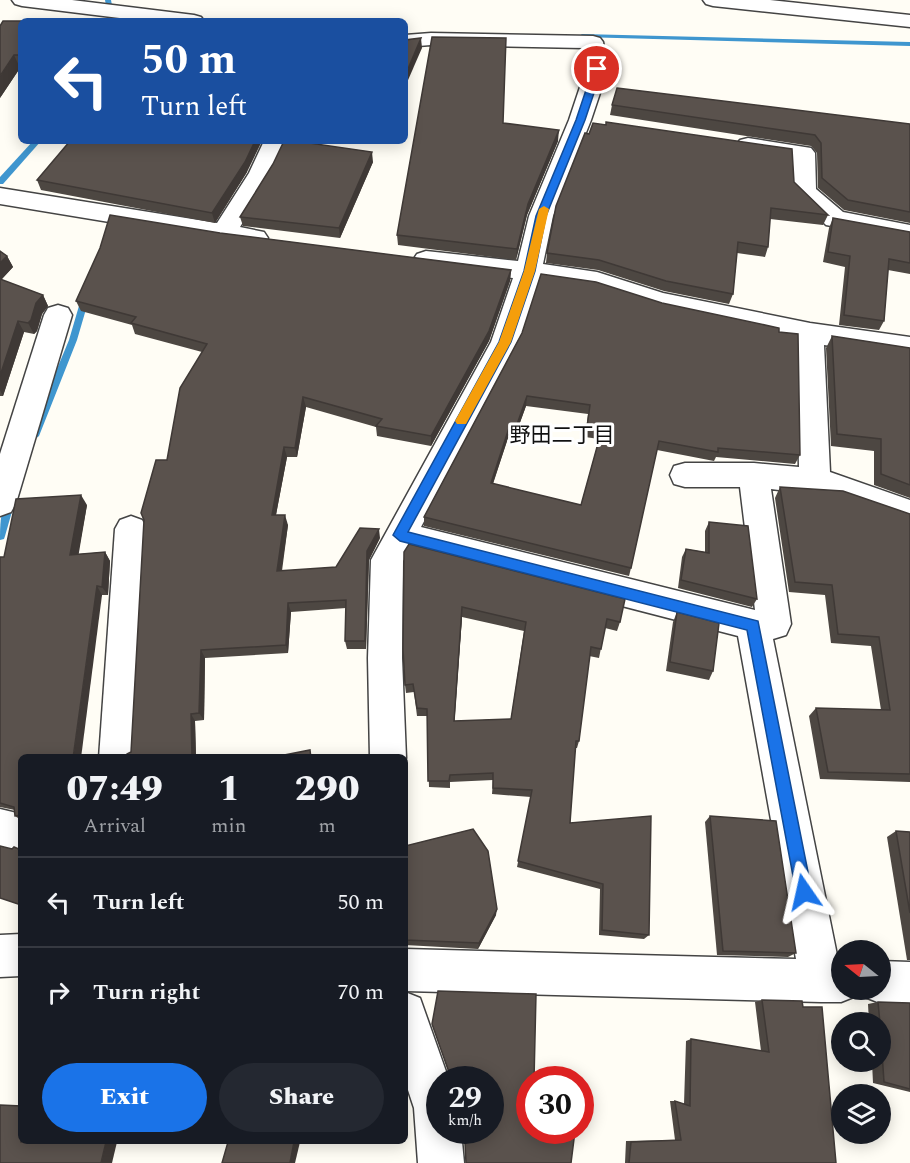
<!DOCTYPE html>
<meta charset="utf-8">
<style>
body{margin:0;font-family:Spectral,"Noto Sans JP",serif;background:#242831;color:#f1f3f6;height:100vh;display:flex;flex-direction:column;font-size:22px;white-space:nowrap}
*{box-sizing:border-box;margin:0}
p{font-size:20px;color:#9ea1a6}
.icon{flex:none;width:33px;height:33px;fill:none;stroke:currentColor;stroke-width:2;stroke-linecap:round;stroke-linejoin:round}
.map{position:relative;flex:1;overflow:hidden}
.panel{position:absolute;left:18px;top:754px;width:390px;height:390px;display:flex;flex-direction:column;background:#171b24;border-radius:9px;box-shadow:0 3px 15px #0003}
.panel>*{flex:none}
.top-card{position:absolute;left:18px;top:18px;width:390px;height:126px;border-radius:9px;box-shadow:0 3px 15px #0003;background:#1a4fa0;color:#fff;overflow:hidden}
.needle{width:39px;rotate:288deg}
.controls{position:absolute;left:831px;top:940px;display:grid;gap:12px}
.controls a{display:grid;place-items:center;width:60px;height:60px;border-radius:50%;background:#171b24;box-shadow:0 3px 15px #0003;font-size:30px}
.speed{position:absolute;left:426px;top:1066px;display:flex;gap:12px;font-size:30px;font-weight:700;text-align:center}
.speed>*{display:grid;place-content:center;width:78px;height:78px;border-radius:50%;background:#171b24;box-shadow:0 3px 15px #0003;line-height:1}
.speed small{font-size:15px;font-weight:400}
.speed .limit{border:9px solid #d22;background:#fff;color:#111}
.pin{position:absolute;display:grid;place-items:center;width:51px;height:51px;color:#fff;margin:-26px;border:3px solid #fff;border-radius:50%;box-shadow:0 2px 6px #0007}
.me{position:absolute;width:66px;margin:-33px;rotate:349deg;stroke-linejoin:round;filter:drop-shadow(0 0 4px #0008)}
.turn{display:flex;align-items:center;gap:21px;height:126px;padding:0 24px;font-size:27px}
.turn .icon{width:78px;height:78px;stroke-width:2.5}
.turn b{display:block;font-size:42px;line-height:51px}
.eta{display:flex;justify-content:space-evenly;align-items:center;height:102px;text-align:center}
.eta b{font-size:36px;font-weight:800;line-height:42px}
.action{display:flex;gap:12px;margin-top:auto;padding:12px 24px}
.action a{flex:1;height:69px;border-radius:36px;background:#1a73e8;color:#fff;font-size:24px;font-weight:800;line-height:69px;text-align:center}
.action a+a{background:#242831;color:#f1f3f6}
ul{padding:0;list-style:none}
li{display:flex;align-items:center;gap:18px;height:90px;padding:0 24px;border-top:2px solid #363941}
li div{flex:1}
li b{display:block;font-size:22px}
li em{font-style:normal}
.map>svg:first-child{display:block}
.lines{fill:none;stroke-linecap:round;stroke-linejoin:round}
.stream{fill:#3f96cf;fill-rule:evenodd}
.minor-casing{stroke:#444;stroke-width:3}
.minor{fill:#fff;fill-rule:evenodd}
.wall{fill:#4d4742;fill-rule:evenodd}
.shaded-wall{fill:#3f3936}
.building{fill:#5a524d;stroke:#3f3936;stroke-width:1.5;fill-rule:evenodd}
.route{fill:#1a73e8;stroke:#114b97;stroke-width:1.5}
.slow{fill:#f59e0b}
.labels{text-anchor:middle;stroke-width:6;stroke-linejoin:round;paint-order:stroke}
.neighbourhood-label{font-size:21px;fill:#111;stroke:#fff}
</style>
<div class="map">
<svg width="910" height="1163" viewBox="0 0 910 1163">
<rect width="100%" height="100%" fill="#fffdf5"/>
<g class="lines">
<g class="stream">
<polygon points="105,0 111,0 115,21 109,21"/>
<polygon points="582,34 910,42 910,46 580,37 579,36"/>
<polygon points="33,141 41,141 3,184 0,184 0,177"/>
<polygon points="85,296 89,299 77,340 39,436 34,440 31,439 29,436 69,340 81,299"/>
<path d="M10,497L15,501L5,536L4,539L0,540C0,527 0,504 10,497Z"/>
</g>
<defs>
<g id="minor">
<polygon points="12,0 72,0 194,15 201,17 204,21 144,21 22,6 15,4"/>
<polygon points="703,0 770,0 910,15 910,27 713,6 706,4"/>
<path d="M431,33L593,36L600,38L603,42L608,69L591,120L553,216L543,264L597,272L663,293L810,323L910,337V357L824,345L830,472L910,500V526L826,496L771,489L791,624L786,635L773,639L838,960H842V990H858L856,996L841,1002H821L405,991V949L796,959L738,636L409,551L403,561L402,658L406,758L405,761V758H370L368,658L371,560L491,342L513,278L426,269L417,266L413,260L417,254L426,251L518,261L529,216L569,120L586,69L583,48L431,45L405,47V35ZM539,281L594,290L660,311L796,340L799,467L754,463H685L674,466L670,475L674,484L685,487H740L755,610L421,527L519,342Z"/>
<polygon points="748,138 811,148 815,153 816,189 843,212 910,225 910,241 826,225 792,191 791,158 740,150 736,145 740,140"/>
<polygon points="264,141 288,141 273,173 240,227 264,232 268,238 264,244 255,246 0,204 0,188 217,223 249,173"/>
<polygon points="58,305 68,308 72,315 16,503 11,512 0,516 0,454 44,315 48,308"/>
<polygon points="131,516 142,520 147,529 135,758 99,758 115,529 120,520"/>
<polygon points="0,809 21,814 21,852 0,847"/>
<polygon points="21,934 21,976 0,977 0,935"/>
<polygon points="880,961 910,962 910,1004 880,1003 865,997 862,990 880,990"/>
<polygon points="405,992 420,998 449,1080 440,1080 440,1131 461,1131 464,1163 418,1163 414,1108 405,1081"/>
</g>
</defs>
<use href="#minor" class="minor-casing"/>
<use href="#minor" class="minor"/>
</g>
<g class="wall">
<polygon points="21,21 21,68 20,68 0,98"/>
<polygon points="612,105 910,124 910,223 844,210 818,188 817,153 811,146 610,115"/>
<polygon points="503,123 558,141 527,215 516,260 398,245 397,235"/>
<polygon points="315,144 373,162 340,238 243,226 240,217 273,164"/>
<polygon points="247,172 215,223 41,190 37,180"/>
<polygon points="794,182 828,215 823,225 770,219 768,247 765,257 737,253 733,294 729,304 664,291 598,270 546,263 547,253"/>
<polygon points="833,218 910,232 910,274 888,270 884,321 879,330 839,325 845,267 823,262 829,228"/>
<polygon points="220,233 511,270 510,281 489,341 431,446 377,436 376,427 306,407 297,457 287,457 276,515 288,525 282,571 336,567 380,538 369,560 366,649 347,649 345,641 346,608 291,612 288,653 205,658 204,720 195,721 196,758 127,758 131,752 202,352 135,334 132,325 81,311 76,301"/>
<polygon points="0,251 7,256 13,267 1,280 43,295 48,306 42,314 37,331 34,334 24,332 3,396 0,396"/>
<path d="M662,303L779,332L800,455L795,464L716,457L714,461L657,450L631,568L629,576L424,526V517L522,333ZM526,406L588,414L585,437L599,439L581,505L493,484L508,438L514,439Z"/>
<polygon points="832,336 910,348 910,498 874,485 874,451 831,446 826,348"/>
<polygon points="780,487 910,514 910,782 820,779 809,716 816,708 881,710 871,646 831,643 825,595 789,592 775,498"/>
<polygon points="87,505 78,554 105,552 110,561 108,595 102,595 21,758 21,820 15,816 15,810 0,807 0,557 4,557"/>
<polygon points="709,522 757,599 752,607 678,588 682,557 686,549 705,552 705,531"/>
<path d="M404,552L620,622L617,631L605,628L599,658L589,656L579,741L577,748H575L570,823L649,935L644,939L599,935L600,889L517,867L531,797L492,794L493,780L450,782V788L429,787L427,716H417L414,692L406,693L405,685ZM462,617L524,631L511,719L454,721Z"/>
<polygon points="677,612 713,671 709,680 666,671 673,622"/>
<polygon points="710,816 796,953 788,957 717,955 705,822"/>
<polygon points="896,831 910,832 910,960 907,960 887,837"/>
<polygon points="405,846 496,915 478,949 405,945"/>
<polygon points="762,1000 836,1163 625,1163 626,1141 675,1140 670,1101 675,1101 684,1104 686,1041 691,1039 761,1051 755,1002"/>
<polygon points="878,1002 910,1003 910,1092 873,1083 872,1062 880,1062 880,1023 869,1023 868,1004"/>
</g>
<g class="shaded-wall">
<polygon points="421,38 422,48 405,87 405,76"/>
<polygon points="14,55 20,68 0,98 0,76"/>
<polygon points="559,130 558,141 527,215 516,260 517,249 528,204"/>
<polygon points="255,141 262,141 247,172 215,223 212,213"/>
<polygon points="310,141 317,141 310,153 309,143"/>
<polygon points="372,152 373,162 340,238 339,228"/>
<polygon points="7,256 13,267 0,281 0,263"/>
<polygon points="511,270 510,281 489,341 431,446 431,436"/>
<polygon points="43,295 48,306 42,314 37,331 34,334 28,323 36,303"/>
<polygon points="18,321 24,332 3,396 0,390 0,376"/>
<polygon points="527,396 526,406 514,439 515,430"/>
<polygon points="303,397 306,407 297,457 295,448"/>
<polygon points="509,428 508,438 490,492 491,483"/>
<polygon points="284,447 287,457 274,525 272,515"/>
<polygon points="81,495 87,505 77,564 70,555"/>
<polygon points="285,515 288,525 280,579 277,571"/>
<polygon points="379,529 380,538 369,560 366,649 365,641 367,551"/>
<polygon points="105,552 110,561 108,595 102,587"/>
<polygon points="97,586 102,595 81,758 73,758"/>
<polygon points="288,603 291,612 288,653 286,645"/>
<polygon points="462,607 462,617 454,729 454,721"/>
<polygon points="201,650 205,658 204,720 199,713"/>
<polygon points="191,714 195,721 196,758 192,758"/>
<polygon points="497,909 496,915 478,949 479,943"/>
<polygon points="106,1142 117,1142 112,1163 101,1163"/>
<polygon points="294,1142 300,1142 295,1163 290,1163"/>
</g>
<g class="building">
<polygon points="3,21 21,21 21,55 14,55 0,76 0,26"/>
<polygon points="432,37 506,38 503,123 559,130 528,204 517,249 397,235"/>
<polygon points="421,38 405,76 405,40"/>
<polygon points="617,88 910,124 910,212 848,200 822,178 821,143 815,135 612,105"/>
<polygon points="606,122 792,149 794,182 828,215 771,208 768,247 738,242 733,294 666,281 599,260 547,253 556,206 585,133 589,134 593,123 606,125"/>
<polygon points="70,141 255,141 245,162 212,213 37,180"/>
<polygon points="284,141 310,141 309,143 372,152 339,228 240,217 273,164"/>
<polygon points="110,215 220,233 511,270 489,331 431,436 376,426 382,419 303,397 295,448 284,447 272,515 285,515 277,571 336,567 360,528 379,529 367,551 365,641 345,641 346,600 288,603 286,645 201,650 199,713 191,714 192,758 127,758 127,754 131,752 144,520 141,513 156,460 167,460 180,388 207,344 131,323 136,317 76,301 100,248"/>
<polygon points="833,218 910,232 910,263 889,259 884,321 844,315 850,256 828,252"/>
<polygon points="0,251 7,256 0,263"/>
<path d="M541,274L596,282L662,303L779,328V332L798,334L800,455L718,448V452L659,441L631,568L424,517L522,333ZM527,396L590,405L587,427L602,429L581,505L491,483L509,428L515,430Z"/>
<polygon points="0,279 43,295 36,303 31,320 28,323 18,321 0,376"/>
<polygon points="832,336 910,348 910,485 881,474 881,439 837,434"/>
<polygon points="780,487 843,491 910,514 910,774 828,772 816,708 890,710 879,637 838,634 832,585 795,582"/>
<polygon points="81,495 70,555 105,552 102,587 97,586 73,758 21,758 21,815 15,816 14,807 0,803 0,557 4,557 16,499"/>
<polygon points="709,522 748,526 757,599 681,580 686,549 709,553"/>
<path d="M409,544L625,599L620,622L607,619L601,649L591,647L579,741H576L570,823L651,816L649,935L602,930L603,884L518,861L532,790L493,788V773L450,775L449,781H428L427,709L417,708L413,684L405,685L403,649L404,552ZM462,607L526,622L511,719L454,721Z"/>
<polygon points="677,612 719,623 713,671 670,662"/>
<polygon points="310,750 311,758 269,758"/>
<polygon points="710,816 776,821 796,953 723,951"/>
<polygon points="473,829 488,851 497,909 479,943 405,940 405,846"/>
<polygon points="896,831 910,832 910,913"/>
<polygon points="0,846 12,849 14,847 21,850 21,905 0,898"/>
<polygon points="438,991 536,994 534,1080 530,1080 530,1131 575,1131 571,1163 466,1163 465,1143 486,1136 482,1131 490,1131 490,1080 450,1080 451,1078 432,1024"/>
<polygon points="762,1000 802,1001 803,1007 822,1007 836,1163 629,1163 631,1142 681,1140 675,1101 690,1106 691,1039 769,1052"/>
<polygon points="878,1002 910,1003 910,1089 884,1082 880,1023"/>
<polygon points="0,1105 21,1106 21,1142 106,1142 101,1163 0,1163"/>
<polygon points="228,1142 294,1142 290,1163 222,1163"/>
</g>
<polygon class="route" points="597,67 602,69 585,120 546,216 535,271 511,342 408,532 758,621 812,892 810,897 804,900 798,897 796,892 747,630 400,541 393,535 499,342 524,271 536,216 576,120 593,69"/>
<polygon class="slow" points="544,206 549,209 535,271 511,342 466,424 457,424 455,421 499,342 524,271 539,209"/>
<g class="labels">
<g class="neighbourhood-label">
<text x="562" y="442">野田二丁目</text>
</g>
</g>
</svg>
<div class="controls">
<a><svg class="needle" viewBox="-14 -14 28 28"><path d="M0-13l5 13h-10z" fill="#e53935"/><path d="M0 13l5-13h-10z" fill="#9ea1a6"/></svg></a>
<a><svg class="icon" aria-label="search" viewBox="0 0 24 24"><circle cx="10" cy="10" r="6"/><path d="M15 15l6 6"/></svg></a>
<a><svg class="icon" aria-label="layers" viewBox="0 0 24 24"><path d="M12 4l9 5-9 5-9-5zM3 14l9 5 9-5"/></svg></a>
</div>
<div class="speed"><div>29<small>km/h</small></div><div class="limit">30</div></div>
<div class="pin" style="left:597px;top:69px;background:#d93025"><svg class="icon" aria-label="arrive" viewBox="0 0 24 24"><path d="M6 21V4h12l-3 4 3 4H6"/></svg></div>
<svg class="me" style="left:804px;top:892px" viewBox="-20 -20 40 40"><path d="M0-17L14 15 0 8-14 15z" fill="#1a73e8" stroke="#fff" stroke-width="4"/></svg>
<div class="top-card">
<div class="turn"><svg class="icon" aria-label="left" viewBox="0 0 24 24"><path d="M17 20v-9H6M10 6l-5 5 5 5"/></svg><div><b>50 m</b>Turn left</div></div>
</div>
<section class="panel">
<div class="eta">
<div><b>07:49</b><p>Arrival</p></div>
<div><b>1</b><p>min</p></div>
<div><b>290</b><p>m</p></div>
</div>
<ul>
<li><svg class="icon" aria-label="left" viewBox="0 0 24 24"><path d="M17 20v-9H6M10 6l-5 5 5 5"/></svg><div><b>Turn left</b></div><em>50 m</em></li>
<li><svg class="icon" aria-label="right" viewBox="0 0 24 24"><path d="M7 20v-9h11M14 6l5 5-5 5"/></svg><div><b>Turn right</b></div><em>70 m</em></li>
</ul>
<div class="action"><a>Exit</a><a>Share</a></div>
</section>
</div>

* * *

What you have to do: Across the entries above, how many lines carry the word "none"? Write only the number.

Finished exercise: 4